Groner K-8 vs City View Charter School
Groner K-8 and City View Charter School are very closely rated, both scoring around 9.5 out of 10. City View Charter School is significantly larger with 314 students, about 2.6× the size of Groner K-8 (121). In math proficiency, City View Charter School leads at 32.0%.
Groner K-8
Hillsboro, OR
121 students
City View Charter School
Hillsboro, OR
314 students
Ratings Comparison
| Metric | Groner K-8 | City View Charter School |
|---|---|---|
| Overall Rating | 9.5 / 10 | 9.2 / 10 |
| Academic Score | 8.9 | 8.8 |
| Growth Score | 9.8 | 9.9 |
| Diversity Index | — | — |
| Free/Reduced Lunch | 69.4% | 20.7% |
| Environment Score | 9.5 | 8.2 |
| State Rank | #6 of 1,226 | #24 of 1,226 |
| State Percentile | 100th | 98th |
Test Scores
| Subject | Groner K-8 | City View Charter School |
|---|---|---|
| Math Proficiency | 32.0% | 32.0% |
| Math (State Avg) | — | — |
| ELA Proficiency | 42.0% | 42.0% |
| ELA (State Avg) | — | — |
School Details
| Detail | Groner K-8 | City View Charter School |
|---|---|---|
| Type | Elementary School | Elementary School |
| Grades | Kindergarten – 8th | Kindergarten – 8th |
| Enrollment | 121 | 314 |
| Student-Teacher Ratio | 12.1:1 | 15.7:1 |
| Per-Pupil Spending | — | — |
| Free/Reduced Lunch | 69.4% | 20.7% |
| Chronic Absenteeism | — | — |
| District | Hillsboro SD 1J | Hillsboro SD 1J |
| City | Hillsboro | Hillsboro |
Neighborhood
| Metric | Hillsboro (97123) | Hillsboro (97123) |
|---|---|---|
| Median Household Income | $105,999 | $105,999 |
| Median Home Value | $489,100 | $489,100 |
| Median Rent | $1,814 | $1,814 |
| College Educated (Bachelor's+) | 35.8% | 35.8% |
| Poverty Rate | 9.0% | 9.0% |
| Avg Commute | 24 min | 24 min |
The data story: Groner K-8 vs City View Charter School
Groner K-8 and City View Charter School are both top-tier Oregon elementary schools — ranked #6 and #24 respectively out of 1,226 statewide — but the 18-position gap between them reflects real structural differences rather than a tight race. Groner K-8 holds a 9.5/10 overall rating against City View Charter School's 9.2/10, a 0.3-point margin that places Groner among Oregon's elite handful of schools while City View sits comfortably in the top 2 percent.
Academically, the two schools are nearly indistinguishable: Groner K-8 scores 8.9/10 against City View Charter School's 8.8/10 — a one-tenth gap that should not drive a decision. Growth tells a slightly different story: City View Charter School edges ahead at 9.9/10 versus Groner K-8's 9.8/10, suggesting students at the charter school gain ground marginally faster relative to their peers, even as both scores represent exceptional student progress.

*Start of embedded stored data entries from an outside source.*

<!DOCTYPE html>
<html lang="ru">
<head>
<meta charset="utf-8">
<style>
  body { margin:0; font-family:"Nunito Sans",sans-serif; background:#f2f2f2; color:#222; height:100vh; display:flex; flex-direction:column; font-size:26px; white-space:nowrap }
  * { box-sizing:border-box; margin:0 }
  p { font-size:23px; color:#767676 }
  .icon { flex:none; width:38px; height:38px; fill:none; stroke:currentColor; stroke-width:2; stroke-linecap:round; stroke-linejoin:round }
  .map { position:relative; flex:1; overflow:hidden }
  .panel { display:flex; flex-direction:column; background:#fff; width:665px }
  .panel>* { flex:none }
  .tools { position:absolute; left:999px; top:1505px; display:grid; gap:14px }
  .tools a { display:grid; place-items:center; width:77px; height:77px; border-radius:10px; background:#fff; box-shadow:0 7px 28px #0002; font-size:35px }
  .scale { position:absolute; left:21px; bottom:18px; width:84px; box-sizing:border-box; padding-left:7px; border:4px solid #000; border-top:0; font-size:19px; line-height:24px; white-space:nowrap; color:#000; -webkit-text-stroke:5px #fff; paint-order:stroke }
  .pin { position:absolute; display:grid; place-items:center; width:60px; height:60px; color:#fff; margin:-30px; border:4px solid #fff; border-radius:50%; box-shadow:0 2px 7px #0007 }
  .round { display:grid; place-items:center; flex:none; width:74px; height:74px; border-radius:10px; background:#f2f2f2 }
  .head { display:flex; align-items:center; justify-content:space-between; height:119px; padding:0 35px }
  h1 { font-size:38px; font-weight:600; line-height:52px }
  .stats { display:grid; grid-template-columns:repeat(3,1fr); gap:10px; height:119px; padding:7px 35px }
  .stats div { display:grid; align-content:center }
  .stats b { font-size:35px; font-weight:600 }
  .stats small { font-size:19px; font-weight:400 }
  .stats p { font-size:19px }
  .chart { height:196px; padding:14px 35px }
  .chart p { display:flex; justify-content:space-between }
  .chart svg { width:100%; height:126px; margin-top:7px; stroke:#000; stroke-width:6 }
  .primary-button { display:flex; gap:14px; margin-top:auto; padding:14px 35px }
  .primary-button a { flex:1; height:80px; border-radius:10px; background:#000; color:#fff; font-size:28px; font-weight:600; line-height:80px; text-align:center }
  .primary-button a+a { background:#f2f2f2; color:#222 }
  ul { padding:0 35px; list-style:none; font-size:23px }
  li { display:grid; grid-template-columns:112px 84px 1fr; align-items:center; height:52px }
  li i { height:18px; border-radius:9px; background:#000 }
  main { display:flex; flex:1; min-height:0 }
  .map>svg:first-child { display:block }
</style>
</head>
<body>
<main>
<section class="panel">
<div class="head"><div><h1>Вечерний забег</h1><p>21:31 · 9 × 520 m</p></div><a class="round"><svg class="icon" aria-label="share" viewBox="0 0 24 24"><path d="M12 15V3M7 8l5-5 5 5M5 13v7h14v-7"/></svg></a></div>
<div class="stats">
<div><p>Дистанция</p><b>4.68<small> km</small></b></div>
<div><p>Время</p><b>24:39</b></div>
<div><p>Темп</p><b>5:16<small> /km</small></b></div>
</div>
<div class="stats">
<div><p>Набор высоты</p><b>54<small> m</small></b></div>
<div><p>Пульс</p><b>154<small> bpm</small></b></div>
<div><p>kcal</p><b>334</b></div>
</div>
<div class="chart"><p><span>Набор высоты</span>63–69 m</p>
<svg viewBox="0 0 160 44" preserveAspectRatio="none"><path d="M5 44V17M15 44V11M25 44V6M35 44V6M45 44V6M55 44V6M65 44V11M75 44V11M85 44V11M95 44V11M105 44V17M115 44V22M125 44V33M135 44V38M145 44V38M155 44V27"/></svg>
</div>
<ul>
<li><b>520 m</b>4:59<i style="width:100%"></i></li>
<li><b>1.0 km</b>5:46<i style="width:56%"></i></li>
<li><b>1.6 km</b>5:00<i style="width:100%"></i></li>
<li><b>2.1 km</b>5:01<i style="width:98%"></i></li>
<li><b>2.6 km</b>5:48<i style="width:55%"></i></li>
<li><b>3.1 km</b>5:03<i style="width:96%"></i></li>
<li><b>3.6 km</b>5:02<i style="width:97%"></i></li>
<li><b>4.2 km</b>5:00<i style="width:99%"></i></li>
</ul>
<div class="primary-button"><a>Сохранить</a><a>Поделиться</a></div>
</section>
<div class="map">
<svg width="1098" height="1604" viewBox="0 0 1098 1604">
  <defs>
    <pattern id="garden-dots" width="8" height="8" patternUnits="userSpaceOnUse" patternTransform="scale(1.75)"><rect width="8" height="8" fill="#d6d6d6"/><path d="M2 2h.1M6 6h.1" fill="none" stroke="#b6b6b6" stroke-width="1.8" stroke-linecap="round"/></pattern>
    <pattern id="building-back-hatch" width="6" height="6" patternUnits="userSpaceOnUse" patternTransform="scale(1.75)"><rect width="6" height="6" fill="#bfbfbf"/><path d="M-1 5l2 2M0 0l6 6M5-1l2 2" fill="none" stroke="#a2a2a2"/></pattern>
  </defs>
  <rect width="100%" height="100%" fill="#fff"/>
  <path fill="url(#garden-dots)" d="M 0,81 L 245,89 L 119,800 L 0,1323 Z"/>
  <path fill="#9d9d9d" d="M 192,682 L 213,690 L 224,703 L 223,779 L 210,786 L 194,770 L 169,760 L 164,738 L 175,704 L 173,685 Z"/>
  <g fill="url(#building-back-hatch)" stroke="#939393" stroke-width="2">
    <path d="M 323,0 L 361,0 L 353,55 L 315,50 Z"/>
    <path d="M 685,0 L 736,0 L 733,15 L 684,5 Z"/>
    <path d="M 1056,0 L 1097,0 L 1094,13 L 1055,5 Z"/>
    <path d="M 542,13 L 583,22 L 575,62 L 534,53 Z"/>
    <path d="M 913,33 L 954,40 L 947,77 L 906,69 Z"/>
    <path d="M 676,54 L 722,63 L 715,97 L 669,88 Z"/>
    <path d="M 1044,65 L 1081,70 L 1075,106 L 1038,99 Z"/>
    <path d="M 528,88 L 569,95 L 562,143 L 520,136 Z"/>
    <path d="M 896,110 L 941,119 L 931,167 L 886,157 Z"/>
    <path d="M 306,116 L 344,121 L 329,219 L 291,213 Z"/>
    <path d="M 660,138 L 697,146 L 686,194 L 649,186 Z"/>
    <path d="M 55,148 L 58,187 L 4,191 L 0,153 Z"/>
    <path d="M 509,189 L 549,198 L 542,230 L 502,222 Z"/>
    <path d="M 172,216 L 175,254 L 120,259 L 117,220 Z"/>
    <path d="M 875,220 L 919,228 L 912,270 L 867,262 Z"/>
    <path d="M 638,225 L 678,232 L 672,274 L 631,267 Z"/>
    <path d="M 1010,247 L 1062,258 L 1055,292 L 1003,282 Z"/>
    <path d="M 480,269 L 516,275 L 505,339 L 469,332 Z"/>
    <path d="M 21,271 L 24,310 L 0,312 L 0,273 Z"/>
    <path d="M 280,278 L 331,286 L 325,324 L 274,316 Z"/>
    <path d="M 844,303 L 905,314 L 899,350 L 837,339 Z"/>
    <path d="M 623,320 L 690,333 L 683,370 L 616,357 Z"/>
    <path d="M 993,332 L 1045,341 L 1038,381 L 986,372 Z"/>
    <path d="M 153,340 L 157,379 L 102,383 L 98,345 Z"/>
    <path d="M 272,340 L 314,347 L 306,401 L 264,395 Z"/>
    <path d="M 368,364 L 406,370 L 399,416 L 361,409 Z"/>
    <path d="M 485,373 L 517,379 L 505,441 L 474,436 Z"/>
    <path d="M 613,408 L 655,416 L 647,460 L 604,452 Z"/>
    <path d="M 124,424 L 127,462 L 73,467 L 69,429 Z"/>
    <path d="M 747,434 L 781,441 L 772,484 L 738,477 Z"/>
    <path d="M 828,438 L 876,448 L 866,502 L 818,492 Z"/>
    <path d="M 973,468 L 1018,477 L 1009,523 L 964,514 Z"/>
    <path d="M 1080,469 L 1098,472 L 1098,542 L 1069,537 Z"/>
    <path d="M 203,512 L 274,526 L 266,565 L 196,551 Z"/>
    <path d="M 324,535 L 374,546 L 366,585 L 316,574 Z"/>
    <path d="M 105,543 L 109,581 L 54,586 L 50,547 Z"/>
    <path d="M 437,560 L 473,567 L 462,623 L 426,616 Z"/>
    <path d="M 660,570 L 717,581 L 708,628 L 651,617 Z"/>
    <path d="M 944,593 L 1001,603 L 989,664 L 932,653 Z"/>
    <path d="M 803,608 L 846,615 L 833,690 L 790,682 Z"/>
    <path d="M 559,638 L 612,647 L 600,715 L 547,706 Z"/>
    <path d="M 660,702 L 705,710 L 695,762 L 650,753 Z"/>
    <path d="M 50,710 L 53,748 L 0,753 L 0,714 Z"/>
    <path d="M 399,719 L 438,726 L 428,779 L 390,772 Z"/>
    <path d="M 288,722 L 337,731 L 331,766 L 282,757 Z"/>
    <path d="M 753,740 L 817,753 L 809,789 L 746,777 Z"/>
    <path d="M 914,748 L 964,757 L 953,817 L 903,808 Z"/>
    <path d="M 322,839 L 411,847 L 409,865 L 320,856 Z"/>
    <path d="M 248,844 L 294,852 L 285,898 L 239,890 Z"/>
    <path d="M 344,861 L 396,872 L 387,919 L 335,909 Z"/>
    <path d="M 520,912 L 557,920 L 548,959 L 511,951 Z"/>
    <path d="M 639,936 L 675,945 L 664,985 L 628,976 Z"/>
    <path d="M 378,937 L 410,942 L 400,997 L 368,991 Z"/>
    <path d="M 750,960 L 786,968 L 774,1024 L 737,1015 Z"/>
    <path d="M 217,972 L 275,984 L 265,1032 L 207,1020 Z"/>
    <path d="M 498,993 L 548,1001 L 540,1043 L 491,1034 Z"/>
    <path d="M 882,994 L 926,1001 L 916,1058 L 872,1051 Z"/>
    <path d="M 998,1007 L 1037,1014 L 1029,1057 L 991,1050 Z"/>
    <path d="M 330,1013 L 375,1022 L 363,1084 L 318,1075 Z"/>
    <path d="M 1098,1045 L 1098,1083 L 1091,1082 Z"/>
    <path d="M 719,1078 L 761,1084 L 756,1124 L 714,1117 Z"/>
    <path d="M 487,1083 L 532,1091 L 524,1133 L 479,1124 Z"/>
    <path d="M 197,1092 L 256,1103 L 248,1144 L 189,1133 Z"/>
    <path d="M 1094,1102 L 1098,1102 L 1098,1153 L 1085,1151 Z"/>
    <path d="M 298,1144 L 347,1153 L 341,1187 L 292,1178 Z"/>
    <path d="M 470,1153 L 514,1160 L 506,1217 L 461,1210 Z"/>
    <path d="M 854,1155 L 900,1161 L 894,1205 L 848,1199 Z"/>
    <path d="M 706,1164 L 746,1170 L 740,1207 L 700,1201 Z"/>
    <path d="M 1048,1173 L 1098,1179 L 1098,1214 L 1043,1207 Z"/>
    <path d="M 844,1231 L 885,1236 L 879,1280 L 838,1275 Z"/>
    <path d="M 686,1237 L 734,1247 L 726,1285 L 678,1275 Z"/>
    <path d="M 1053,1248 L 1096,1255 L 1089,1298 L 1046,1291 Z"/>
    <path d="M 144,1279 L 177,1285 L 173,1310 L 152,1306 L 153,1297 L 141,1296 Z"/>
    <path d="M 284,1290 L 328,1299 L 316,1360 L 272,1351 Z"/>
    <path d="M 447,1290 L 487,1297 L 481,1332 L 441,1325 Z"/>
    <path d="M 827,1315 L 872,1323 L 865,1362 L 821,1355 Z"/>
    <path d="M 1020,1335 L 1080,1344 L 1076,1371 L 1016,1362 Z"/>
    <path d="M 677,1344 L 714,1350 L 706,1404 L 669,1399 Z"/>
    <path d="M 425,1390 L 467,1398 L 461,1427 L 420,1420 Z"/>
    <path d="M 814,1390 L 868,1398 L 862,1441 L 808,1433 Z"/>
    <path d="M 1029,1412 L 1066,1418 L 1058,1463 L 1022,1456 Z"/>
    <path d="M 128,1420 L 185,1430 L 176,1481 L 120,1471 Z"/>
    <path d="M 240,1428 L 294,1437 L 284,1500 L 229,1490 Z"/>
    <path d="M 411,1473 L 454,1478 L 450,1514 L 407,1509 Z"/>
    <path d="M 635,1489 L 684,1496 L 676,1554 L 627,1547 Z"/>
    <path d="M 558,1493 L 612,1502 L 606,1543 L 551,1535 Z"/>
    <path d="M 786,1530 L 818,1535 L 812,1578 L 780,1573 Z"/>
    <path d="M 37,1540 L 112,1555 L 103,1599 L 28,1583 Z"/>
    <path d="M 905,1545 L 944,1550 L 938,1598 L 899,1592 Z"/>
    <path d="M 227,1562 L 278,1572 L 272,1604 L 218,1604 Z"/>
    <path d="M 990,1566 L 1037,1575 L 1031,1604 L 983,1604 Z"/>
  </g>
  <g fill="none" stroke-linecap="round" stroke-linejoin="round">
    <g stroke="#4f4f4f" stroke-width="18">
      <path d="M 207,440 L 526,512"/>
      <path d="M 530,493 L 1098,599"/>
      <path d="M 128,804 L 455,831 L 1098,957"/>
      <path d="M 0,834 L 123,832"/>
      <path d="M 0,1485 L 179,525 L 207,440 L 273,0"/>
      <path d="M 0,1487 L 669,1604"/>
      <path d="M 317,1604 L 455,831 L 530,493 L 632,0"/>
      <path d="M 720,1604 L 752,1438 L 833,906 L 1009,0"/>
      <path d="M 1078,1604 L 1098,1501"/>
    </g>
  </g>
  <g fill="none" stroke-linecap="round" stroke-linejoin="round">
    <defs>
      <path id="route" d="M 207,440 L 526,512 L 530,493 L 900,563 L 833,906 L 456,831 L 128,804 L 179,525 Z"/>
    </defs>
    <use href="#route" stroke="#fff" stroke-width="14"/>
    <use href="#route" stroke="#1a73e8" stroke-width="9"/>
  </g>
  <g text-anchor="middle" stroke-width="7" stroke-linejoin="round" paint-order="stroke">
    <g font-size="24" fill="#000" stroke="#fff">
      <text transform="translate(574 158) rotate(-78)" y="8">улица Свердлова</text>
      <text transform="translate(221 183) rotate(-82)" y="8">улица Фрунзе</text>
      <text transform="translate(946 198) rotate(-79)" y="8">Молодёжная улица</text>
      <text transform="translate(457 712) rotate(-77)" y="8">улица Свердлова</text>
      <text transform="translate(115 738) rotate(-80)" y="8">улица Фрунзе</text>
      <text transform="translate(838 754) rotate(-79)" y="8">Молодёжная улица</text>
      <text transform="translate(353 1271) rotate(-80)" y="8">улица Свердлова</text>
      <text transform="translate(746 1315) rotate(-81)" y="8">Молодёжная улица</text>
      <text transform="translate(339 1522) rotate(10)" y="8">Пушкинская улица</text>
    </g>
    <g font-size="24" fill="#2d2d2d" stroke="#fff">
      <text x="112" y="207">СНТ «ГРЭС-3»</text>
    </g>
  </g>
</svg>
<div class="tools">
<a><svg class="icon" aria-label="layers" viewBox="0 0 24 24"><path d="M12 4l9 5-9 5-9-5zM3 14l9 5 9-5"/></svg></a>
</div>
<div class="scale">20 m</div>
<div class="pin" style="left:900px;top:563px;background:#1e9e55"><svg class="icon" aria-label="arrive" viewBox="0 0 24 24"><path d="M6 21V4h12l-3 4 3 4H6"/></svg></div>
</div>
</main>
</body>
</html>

The demographic and resource profiles diverge sharply. Groner K-8 enrolls 121 students — less than 40 percent of City View Charter School's 314 — and maintains a 12.1:1 student-teacher ratio versus City View's 15.7:1, meaning Groner students average roughly 3.6 fewer classmates per teacher. Free and reduced-price lunch eligibility flips the equity picture: 69 percent of Groner K-8 students qualify, compared to 21 percent at City View Charter School. Groner's high FRL rate alongside its #6 state ranking signals that it is delivering exceptional outcomes for a high-need population — a meaningful distinction for families who care about school-wide equity and culture.
Both schools serve grades KG–08, so neither has an advantage in grade continuity. The structural difference is governance: Groner K-8 operates as a regular public school within Hillsboro's district system, while City View Charter School functions under a charter arrangement with the enrollment flexibility and program autonomy that model implies. The 6.6-mile separation means families on Hillsboro's east side may find proximity a deciding factor independent of ratings.
Editorial summary generated April 2026 · sonnet
Who each school fits
Groner K-8
Groner K-8 suits families who want the smallest possible classroom environment — its 12.1:1 student-teacher ratio is meaningfully tighter than City View's — and who value a school achieving elite results (#6 in Oregon) with a socioeconomically diverse student body. If a lower-income neighborhood catchment or a district-run school with deep community roots matters, Groner is the clearer fit.
City View Charter School
City View Charter School fits families who prioritize a larger peer community, a charter school's program flexibility, and a high-income student mix that skews toward 79 percent of students above the free-lunch threshold. Its 9.9/10 growth score — the highest of the two — makes it especially compelling for families focused on academic momentum over a K–8 stretch in a more structured enrollment environment.